_Information shown_
- - -
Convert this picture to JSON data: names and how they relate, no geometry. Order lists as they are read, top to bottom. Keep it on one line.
- - -
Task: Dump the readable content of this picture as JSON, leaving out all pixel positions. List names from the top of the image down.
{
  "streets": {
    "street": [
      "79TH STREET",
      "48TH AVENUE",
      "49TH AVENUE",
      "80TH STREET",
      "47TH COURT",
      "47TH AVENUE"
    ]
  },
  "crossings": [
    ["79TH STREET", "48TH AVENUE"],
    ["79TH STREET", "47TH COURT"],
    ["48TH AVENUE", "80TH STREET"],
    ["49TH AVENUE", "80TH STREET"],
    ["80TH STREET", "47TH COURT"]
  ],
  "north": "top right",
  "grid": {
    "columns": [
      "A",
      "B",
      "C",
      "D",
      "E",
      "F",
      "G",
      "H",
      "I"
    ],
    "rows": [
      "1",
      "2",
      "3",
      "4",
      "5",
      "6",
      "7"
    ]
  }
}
- - -
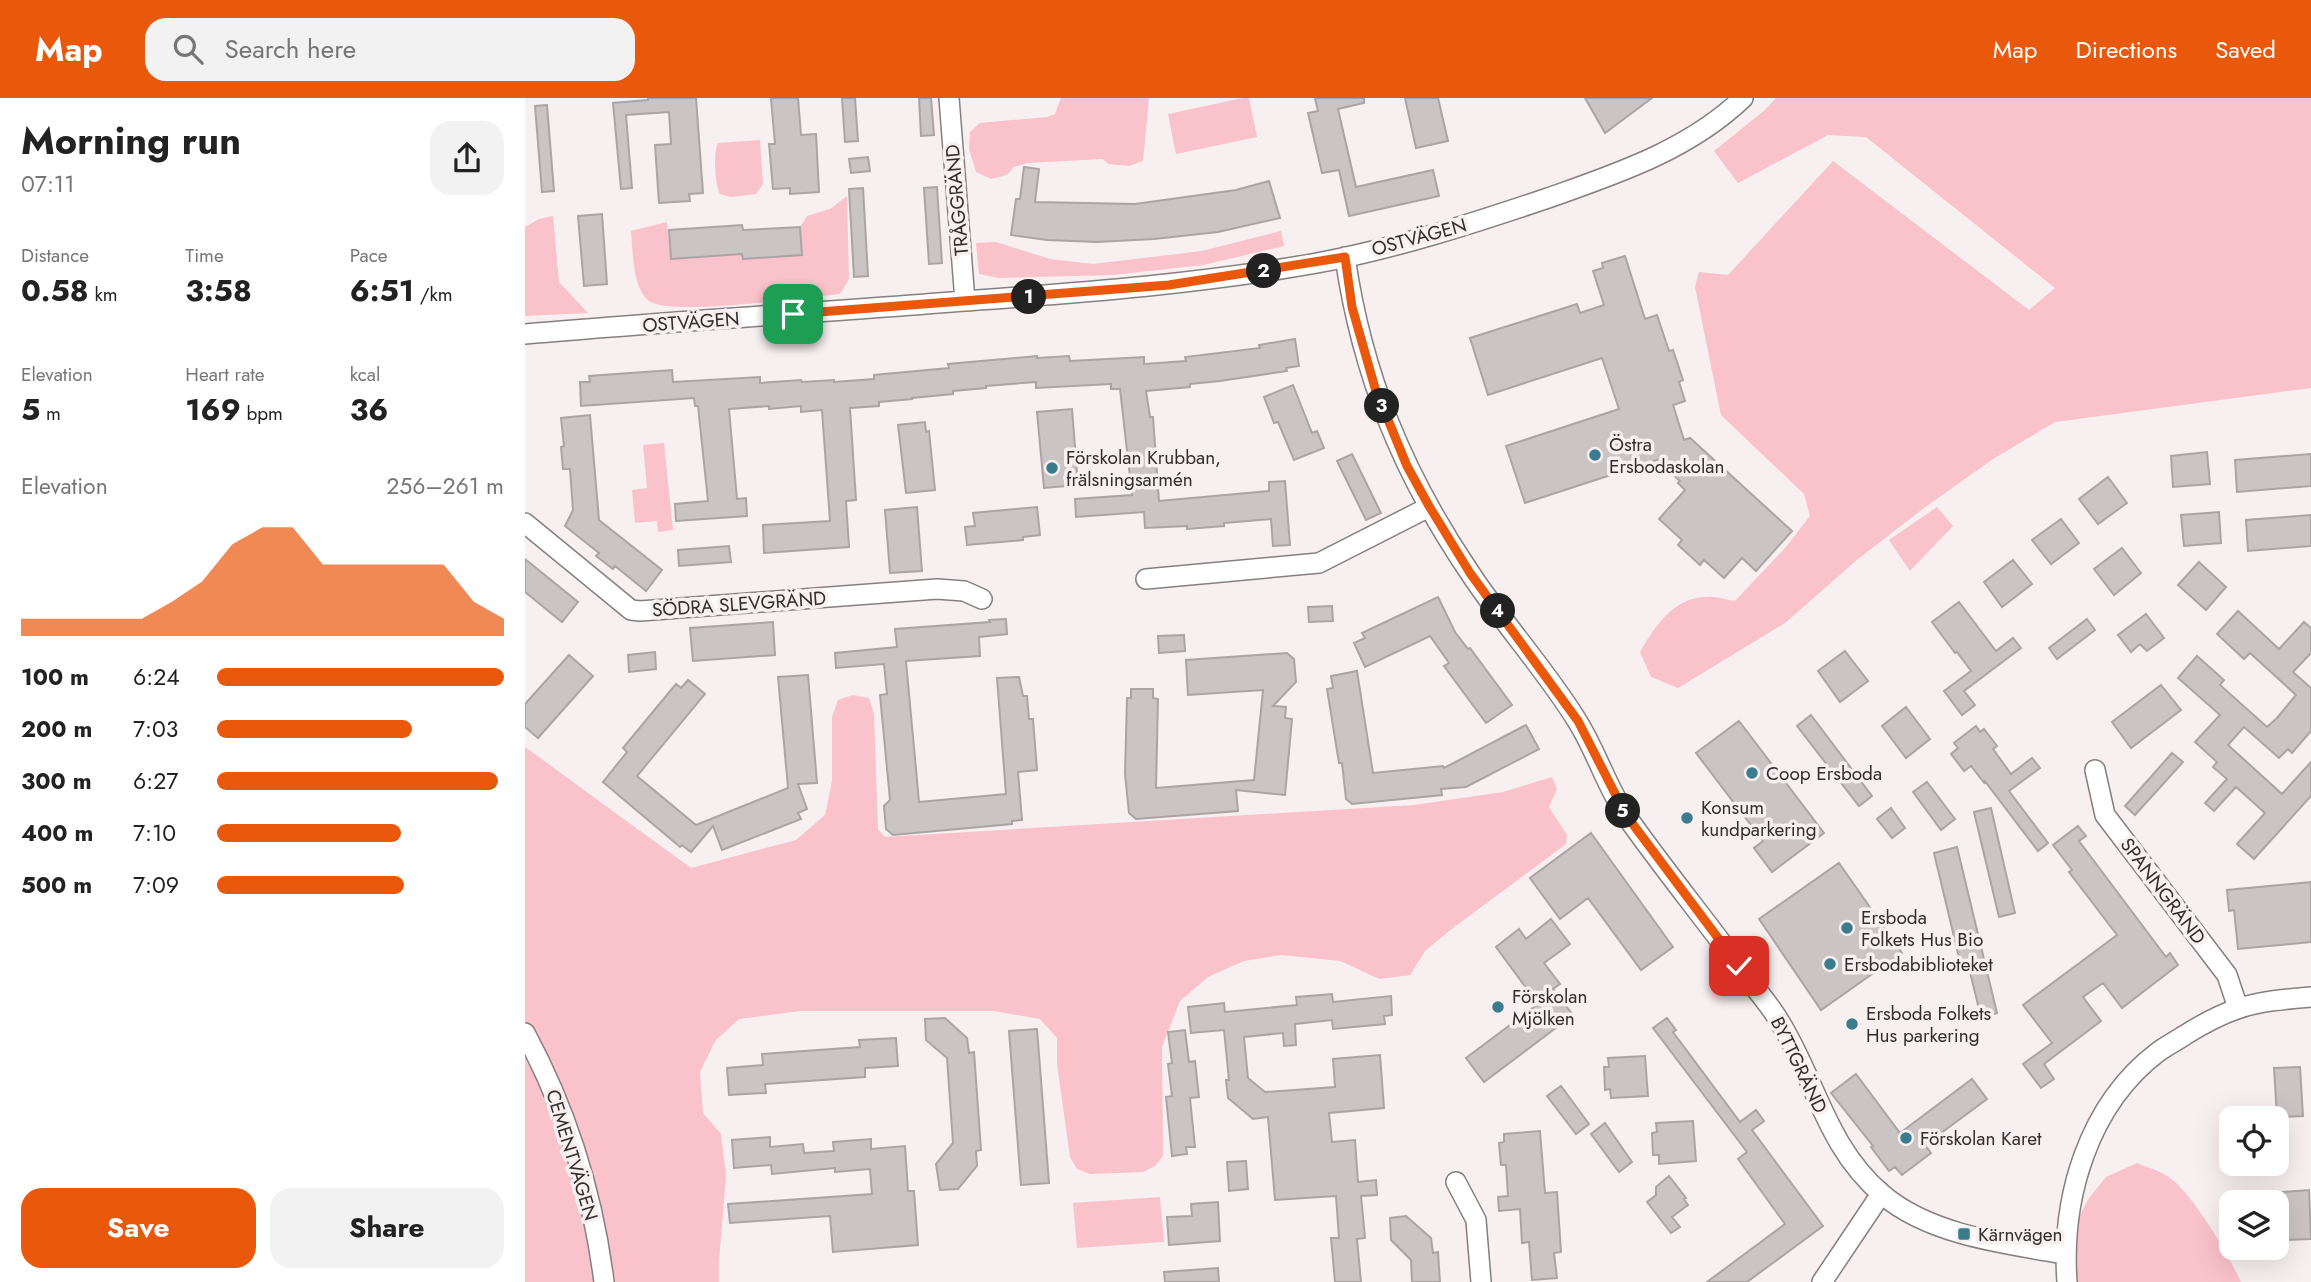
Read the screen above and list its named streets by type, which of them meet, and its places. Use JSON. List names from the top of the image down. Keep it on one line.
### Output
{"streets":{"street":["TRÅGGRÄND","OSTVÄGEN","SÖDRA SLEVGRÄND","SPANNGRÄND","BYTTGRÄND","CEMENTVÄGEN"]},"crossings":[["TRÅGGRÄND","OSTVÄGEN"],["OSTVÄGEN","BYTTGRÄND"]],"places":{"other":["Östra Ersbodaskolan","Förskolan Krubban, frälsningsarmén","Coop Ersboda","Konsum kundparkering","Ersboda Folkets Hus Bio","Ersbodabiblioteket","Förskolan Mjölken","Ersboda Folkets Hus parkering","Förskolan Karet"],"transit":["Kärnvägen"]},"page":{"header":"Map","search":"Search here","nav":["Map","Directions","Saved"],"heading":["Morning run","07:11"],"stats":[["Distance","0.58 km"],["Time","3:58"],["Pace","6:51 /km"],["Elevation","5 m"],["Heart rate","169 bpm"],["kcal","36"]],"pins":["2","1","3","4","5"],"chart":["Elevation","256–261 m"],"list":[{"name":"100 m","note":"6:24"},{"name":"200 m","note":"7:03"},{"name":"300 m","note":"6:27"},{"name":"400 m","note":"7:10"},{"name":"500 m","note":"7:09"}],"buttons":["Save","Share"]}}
- - -
_Required work_
Every line with "Keep" in it should be copied from the entries above.

_Answer below_
Convert this picture to JSON data: names and how they relate, no geometry. Order lists as they are read, top to bottom. Keep it on one line.
Read the screen above and list its named streets by type, which of them meet, and its places. Use JSON. List names from the top of the image down. Keep it on one line.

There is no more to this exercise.